Movements that seek broad social acceptance depend on persuasion and goodwill, not compliance. I would argue that this "live and let live" approach was a major component of what made the gay rights movement so successful. When affirmation is extracted instead of earned, you might get the compliance. But it also means withdrawing the sympathy, which undermines the acceptance that such a policy is meant to promote.
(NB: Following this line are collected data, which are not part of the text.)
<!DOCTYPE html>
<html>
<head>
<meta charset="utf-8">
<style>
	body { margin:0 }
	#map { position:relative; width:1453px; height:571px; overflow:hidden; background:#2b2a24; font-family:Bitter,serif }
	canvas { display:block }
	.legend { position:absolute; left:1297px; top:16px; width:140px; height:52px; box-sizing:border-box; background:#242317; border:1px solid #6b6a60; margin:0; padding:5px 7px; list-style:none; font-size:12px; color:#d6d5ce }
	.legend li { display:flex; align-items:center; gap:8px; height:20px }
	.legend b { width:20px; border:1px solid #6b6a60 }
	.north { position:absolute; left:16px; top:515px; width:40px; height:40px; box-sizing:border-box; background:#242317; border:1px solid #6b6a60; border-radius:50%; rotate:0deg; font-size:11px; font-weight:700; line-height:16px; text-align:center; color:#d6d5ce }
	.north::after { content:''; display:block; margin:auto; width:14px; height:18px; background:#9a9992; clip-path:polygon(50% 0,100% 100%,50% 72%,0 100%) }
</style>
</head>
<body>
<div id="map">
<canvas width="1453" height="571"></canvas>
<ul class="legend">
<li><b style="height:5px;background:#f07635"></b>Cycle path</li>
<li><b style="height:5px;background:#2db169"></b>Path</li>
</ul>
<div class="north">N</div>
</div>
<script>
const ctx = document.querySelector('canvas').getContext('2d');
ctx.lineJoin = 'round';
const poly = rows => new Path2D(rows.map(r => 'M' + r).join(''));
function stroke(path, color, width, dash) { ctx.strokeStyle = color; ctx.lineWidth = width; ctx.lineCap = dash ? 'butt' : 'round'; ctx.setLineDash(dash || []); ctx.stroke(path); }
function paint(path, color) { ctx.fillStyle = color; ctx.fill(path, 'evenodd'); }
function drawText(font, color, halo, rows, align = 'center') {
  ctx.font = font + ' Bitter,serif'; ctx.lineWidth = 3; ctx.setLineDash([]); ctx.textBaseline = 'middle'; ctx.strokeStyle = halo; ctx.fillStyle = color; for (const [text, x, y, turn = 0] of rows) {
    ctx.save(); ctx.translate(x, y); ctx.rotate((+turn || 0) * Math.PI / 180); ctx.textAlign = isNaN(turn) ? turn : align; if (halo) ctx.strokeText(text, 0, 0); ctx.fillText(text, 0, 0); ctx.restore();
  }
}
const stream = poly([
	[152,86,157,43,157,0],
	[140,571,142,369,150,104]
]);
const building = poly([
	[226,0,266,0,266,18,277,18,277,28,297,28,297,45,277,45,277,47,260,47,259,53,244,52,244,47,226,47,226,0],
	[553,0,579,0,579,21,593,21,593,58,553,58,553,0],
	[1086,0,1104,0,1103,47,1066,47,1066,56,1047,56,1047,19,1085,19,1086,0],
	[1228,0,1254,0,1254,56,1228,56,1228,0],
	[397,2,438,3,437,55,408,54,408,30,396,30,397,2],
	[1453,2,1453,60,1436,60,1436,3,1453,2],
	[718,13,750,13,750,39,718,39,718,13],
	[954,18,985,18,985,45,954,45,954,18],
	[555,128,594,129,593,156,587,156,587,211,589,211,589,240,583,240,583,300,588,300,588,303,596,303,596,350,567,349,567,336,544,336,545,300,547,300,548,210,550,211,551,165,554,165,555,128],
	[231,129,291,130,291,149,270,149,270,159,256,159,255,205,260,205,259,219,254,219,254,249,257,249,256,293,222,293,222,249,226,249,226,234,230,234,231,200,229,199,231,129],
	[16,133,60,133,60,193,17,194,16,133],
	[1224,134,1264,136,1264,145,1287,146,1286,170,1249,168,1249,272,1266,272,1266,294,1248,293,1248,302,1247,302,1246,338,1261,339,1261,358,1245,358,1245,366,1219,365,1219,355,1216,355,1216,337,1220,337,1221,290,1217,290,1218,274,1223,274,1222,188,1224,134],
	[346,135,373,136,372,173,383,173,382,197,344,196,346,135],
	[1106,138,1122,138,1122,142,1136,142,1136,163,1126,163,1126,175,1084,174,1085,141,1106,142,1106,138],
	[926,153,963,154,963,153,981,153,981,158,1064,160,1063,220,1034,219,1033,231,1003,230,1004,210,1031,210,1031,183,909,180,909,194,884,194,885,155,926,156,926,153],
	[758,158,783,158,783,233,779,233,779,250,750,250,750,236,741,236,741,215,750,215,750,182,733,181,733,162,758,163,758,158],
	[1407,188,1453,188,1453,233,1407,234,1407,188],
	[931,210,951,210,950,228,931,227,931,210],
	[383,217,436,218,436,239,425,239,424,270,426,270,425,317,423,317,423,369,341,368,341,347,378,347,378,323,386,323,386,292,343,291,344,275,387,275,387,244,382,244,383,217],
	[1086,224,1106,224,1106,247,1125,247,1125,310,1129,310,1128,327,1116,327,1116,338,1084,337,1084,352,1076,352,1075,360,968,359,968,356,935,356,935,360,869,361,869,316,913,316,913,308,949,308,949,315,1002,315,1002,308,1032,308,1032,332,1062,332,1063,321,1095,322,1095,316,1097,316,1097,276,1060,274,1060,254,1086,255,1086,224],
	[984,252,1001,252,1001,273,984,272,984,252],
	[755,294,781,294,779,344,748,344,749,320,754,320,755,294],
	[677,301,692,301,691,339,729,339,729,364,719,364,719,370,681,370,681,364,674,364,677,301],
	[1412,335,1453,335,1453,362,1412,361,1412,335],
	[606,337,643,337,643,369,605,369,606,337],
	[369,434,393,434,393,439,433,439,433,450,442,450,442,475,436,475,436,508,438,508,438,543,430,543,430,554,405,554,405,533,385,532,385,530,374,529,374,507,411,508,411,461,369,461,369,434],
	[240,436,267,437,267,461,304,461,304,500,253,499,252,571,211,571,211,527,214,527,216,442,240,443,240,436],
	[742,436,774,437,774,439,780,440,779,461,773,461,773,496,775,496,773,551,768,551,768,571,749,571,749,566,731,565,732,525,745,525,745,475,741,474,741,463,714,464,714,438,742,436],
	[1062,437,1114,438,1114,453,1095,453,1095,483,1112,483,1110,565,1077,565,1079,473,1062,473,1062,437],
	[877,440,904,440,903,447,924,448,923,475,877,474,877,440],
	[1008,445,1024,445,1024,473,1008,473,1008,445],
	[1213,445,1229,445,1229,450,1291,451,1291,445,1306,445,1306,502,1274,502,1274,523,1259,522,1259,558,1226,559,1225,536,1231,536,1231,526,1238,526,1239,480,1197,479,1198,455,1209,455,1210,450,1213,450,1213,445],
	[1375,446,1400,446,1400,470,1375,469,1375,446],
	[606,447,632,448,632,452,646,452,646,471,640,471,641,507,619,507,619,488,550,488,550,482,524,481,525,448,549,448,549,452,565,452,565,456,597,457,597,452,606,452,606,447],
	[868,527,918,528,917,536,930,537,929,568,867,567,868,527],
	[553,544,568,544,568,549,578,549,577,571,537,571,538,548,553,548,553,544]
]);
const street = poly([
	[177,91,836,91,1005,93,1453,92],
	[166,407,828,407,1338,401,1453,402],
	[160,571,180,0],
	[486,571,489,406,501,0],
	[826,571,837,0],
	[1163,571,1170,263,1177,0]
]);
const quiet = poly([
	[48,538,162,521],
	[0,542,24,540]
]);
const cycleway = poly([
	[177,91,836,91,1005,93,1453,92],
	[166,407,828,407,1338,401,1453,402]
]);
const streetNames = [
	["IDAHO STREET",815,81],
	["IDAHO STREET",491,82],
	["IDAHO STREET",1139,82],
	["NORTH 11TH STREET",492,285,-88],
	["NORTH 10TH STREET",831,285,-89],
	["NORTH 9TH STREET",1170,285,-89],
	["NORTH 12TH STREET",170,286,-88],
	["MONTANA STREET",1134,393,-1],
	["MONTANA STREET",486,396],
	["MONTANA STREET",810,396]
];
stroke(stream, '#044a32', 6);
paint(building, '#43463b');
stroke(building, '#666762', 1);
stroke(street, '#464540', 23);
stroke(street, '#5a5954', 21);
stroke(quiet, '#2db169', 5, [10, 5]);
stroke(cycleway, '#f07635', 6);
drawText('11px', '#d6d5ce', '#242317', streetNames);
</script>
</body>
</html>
Stable Categories and Legal Clarity
The consequences of this pronoun usage go beyond social resentment and undermining kindness itself. This struggle with pronouns is also about language and reality. This was something I discussed extensively in April when praising the U.K. Supreme Court's decision that only biological women are actually women. Biological sex is not a societal construct nor is it a matter of self-definition. It is a legal category with concrete implications in such areas as sports, medical policy, and sex-segregated spaces. Laws need to be stable and intelligible categories to properly function. This is why I am so critical of gender identity-based legal protections. Creating categories without clear, limiting principles creates confusion about what is being protected and why. Pronoun mandates accelerate this confusion by requiring people to speak in a way that obscures rather than clarifies material distinctions that the law has recognized. When terms rooted in biological sex lose clear meaning, it makes it more difficult to protect gay rights and women's rights.
Truth, Morality, and Language
However, this is not solely about legal concerns. This is about whether people are permitted to speak plainly about biological reality, even when the truth is uncomfortable or inconvenient. Lying or being compelled to express something one knows to be false is neither factually nor morally neutral. Words carry meaning and language is meant to convey ideas in as precise and accurate of a manner as possible. Distorting meanings, especially when to fulfill a political agenda, undermines trust and erodes personal integrity. False statements have real-world consequences, from misapplied laws to confused social expectations. Kindness generally does not go hand in hand with lying or deception. Speaking truthfully, even when difficult, is essential for moral integrity and for preserving a shared understanding of the world.
Conclusion: Obedience Is Neither Kind Nor Without Cost
Using preferred pronouns may seem effortless or costless. The reality is that this practice comes with the cost of punishing dissent, compromising truth, and violating freedom of conscience and freedom of speech. Saying "it costs nothing" is nothing more than linguistic sleight of hand. Kindness cannot be coerced because morality is only meaningful when freely chosen. Language is a primary tool for navigating reality, forming relationships, and creating laws. When language is distorted, all of these facets of life suffer. Respect must be earned, not enforced. If society values honesty, freedom, well-functioning laws, and genuine goodwill, we need to resist the temptation to equate the obedience behind compelling pronouns with kindness.